Where the records below reach the line containing "M533 130 572 132 569 191 536 189 537 154H532Z", start transcribing, and end with the line containing "M345 739 405", exactly and with nothing else added.

[[ Data to process, beginning ]]

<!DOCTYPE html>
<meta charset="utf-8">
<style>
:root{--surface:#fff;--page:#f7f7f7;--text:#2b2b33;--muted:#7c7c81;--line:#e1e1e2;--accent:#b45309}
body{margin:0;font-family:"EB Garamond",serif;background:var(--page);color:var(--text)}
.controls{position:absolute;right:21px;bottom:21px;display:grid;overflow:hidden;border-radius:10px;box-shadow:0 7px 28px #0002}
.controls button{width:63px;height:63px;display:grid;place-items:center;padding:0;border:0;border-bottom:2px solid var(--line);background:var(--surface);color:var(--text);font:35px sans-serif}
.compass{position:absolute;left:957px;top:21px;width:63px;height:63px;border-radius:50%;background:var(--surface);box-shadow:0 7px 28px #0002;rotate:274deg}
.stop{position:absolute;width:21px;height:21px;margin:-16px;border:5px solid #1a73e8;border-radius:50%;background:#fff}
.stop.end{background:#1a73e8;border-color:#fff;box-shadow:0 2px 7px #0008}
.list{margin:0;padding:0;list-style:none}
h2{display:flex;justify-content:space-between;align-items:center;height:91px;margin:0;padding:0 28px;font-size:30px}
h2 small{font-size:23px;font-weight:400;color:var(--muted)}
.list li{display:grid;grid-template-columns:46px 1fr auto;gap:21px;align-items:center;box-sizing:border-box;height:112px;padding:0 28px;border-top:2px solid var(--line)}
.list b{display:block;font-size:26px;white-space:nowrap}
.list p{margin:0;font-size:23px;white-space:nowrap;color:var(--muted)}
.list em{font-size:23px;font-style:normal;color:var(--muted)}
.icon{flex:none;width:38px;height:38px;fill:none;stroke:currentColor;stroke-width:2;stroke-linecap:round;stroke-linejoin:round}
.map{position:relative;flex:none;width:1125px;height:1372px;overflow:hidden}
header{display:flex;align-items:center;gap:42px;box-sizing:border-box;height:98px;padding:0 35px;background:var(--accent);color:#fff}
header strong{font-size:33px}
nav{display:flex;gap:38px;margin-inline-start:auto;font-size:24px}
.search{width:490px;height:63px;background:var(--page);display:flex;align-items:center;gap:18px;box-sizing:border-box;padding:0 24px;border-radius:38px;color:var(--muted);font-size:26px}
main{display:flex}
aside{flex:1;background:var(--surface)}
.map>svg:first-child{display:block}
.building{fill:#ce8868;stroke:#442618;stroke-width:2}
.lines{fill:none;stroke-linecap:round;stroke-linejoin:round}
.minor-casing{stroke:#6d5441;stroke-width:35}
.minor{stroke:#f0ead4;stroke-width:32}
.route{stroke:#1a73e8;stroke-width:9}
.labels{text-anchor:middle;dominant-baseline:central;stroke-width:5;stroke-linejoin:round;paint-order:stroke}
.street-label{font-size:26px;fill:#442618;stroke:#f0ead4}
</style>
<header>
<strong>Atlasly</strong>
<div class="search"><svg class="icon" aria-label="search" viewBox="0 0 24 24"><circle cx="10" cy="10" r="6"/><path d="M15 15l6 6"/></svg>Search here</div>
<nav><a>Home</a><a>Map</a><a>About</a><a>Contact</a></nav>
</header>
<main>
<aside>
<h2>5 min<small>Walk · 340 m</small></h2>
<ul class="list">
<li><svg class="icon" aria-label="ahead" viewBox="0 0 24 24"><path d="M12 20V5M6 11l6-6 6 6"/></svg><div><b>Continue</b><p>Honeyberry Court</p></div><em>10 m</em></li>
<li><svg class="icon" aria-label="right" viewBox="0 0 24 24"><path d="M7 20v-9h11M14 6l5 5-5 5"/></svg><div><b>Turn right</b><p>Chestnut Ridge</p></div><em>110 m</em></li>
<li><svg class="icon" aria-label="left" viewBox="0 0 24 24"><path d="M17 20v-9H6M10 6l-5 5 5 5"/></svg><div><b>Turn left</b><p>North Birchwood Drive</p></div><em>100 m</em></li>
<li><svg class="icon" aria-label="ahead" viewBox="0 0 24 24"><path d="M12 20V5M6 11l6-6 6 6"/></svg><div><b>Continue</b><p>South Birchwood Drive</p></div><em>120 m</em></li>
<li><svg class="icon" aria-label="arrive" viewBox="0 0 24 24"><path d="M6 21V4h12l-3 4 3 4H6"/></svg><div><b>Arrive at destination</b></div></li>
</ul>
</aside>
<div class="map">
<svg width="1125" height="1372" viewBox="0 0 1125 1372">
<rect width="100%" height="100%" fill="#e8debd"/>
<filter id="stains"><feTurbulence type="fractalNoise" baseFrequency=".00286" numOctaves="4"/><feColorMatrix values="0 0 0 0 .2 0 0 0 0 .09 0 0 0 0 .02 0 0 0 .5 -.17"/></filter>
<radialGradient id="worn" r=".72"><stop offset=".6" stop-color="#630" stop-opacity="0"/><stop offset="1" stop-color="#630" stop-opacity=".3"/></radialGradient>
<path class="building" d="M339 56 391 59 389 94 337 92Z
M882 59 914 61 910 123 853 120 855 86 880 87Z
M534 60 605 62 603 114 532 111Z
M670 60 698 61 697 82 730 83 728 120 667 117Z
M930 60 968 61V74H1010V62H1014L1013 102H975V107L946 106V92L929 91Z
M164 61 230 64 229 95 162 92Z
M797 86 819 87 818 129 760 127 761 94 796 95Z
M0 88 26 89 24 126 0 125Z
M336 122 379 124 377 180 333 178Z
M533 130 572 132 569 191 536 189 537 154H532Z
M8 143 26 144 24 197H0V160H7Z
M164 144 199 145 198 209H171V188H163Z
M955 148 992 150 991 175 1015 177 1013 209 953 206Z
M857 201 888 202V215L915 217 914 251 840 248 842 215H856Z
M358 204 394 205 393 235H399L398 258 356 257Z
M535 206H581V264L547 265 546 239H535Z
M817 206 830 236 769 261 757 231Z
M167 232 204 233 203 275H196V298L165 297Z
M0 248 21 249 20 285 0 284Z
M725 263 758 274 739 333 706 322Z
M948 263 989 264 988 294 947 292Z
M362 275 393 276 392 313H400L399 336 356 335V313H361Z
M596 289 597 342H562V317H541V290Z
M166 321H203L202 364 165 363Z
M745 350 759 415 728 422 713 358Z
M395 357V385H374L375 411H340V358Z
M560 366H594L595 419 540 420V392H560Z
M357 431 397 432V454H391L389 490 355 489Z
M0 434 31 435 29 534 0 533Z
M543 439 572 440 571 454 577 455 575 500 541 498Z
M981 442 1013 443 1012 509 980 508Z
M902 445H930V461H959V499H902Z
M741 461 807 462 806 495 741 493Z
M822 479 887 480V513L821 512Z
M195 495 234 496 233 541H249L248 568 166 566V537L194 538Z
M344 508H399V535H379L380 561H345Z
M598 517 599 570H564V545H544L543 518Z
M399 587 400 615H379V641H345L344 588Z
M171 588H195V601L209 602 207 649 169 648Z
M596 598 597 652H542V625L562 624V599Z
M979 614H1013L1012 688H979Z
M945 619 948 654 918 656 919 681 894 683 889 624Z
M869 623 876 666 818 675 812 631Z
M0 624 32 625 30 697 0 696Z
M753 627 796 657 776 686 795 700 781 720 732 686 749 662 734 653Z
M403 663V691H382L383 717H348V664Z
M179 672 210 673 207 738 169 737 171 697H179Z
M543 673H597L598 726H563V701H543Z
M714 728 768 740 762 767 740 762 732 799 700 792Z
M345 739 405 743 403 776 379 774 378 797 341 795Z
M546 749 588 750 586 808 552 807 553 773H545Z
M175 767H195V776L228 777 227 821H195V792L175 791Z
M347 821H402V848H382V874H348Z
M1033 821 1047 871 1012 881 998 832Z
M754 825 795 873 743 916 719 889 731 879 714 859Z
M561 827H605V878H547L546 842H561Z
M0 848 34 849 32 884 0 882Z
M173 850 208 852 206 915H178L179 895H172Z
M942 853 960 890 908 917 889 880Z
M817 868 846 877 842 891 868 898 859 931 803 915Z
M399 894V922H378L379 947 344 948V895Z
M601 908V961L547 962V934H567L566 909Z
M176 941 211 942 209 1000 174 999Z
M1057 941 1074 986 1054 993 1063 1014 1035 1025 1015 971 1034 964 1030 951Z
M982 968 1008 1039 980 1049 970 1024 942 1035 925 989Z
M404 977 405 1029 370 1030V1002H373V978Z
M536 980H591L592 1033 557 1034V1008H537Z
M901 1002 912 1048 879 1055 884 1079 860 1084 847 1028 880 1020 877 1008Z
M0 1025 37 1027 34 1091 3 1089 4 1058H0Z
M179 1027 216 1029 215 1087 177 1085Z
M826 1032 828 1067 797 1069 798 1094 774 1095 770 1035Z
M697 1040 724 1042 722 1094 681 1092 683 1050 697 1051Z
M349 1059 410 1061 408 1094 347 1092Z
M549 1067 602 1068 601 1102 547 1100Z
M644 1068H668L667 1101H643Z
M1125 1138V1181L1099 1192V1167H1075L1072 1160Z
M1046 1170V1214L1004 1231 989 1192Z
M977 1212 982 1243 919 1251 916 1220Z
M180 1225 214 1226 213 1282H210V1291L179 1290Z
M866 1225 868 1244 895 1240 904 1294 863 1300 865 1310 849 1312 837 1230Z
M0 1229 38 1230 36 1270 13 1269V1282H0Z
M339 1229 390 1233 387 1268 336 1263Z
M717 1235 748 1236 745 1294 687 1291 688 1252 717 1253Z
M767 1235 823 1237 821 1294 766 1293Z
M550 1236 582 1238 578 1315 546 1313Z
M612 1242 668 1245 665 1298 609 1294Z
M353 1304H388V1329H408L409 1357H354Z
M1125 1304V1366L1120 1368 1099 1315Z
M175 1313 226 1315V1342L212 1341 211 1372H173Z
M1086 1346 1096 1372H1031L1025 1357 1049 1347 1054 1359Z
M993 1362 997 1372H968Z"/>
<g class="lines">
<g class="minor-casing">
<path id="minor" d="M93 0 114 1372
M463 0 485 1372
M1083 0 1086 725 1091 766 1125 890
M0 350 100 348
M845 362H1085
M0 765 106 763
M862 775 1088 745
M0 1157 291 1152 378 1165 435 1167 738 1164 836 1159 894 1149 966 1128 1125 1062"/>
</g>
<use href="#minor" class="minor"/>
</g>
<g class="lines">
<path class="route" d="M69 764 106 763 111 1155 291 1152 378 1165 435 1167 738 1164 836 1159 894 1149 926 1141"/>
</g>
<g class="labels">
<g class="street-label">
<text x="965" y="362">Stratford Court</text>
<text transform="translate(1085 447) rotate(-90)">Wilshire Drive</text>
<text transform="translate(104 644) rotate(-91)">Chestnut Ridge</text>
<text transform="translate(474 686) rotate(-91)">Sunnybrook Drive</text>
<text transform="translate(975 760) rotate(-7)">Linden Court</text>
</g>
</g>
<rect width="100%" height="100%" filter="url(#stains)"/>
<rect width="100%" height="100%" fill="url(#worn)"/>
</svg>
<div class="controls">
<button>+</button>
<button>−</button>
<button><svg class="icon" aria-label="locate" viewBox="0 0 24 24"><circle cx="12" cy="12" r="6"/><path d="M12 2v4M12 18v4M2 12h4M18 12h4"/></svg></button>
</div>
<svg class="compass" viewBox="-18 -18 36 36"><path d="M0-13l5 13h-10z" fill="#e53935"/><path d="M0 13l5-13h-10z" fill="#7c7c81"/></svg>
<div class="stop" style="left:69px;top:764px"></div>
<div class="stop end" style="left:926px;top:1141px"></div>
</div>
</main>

[[ Data to process, end ]]

#### Exercise solution:
M533 130 572 132 569 191 536 189 537 154H532Z
M8 143 26 144 24 197H0V160H7Z
M164 144 199 145 198 209H171V188H163Z
M955 148 992 150 991 175 1015 177 1013 209 953 206Z
M857 201 888 202V215L915 217 914 251 840 248 842 215H856Z
M358 204 394 205 393 235H399L398 258 356 257Z
M535 206H581V264L547 265 546 239H535Z
M817 206 830 236 769 261 757 231Z
M167 232 204 233 203 275H196V298L165 297Z
M0 248 21 249 20 285 0 284Z
M725 263 758 274 739 333 706 322Z
M948 263 989 264 988 294 947 292Z
M362 275 393 276 392 313H400L399 336 356 335V313H361Z
M596 289 597 342H562V317H541V290Z
M166 321H203L202 364 165 363Z
M745 350 759 415 728 422 713 358Z
M395 357V385H374L375 411H340V358Z
M560 366H594L595 419 540 420V392H560Z
M357 431 397 432V454H391L389 490 355 489Z
M0 434 31 435 29 534 0 533Z
M543 439 572 440 571 454 577 455 575 500 541 498Z
M981 442 1013 443 1012 509 980 508Z
M902 445H930V461H959V499H902Z
M741 461 807 462 806 495 741 493Z
M822 479 887 480V513L821 512Z
M195 495 234 496 233 541H249L248 568 166 566V537L194 538Z
M344 508H399V535H379L380 561H345Z
M598 517 599 570H564V545H544L543 518Z
M399 587 400 615H379V641H345L344 588Z
M171 588H195V601L209 602 207 649 169 648Z
M596 598 597 652H542V625L562 624V599Z
M979 614H1013L1012 688H979Z
M945 619 948 654 918 656 919 681 894 683 889 624Z
M869 623 876 666 818 675 812 631Z
M0 624 32 625 30 697 0 696Z
M753 627 796 657 776 686 795 700 781 720 732 686 749 662 734 653Z
M403 663V691H382L383 717H348V664Z
M179 672 210 673 207 738 169 737 171 697H179Z
M543 673H597L598 726H563V701H543Z
M714 728 768 740 762 767 740 762 732 799 700 792Z
M345 739 405 743 403 776 379 774 378 797 341 795Z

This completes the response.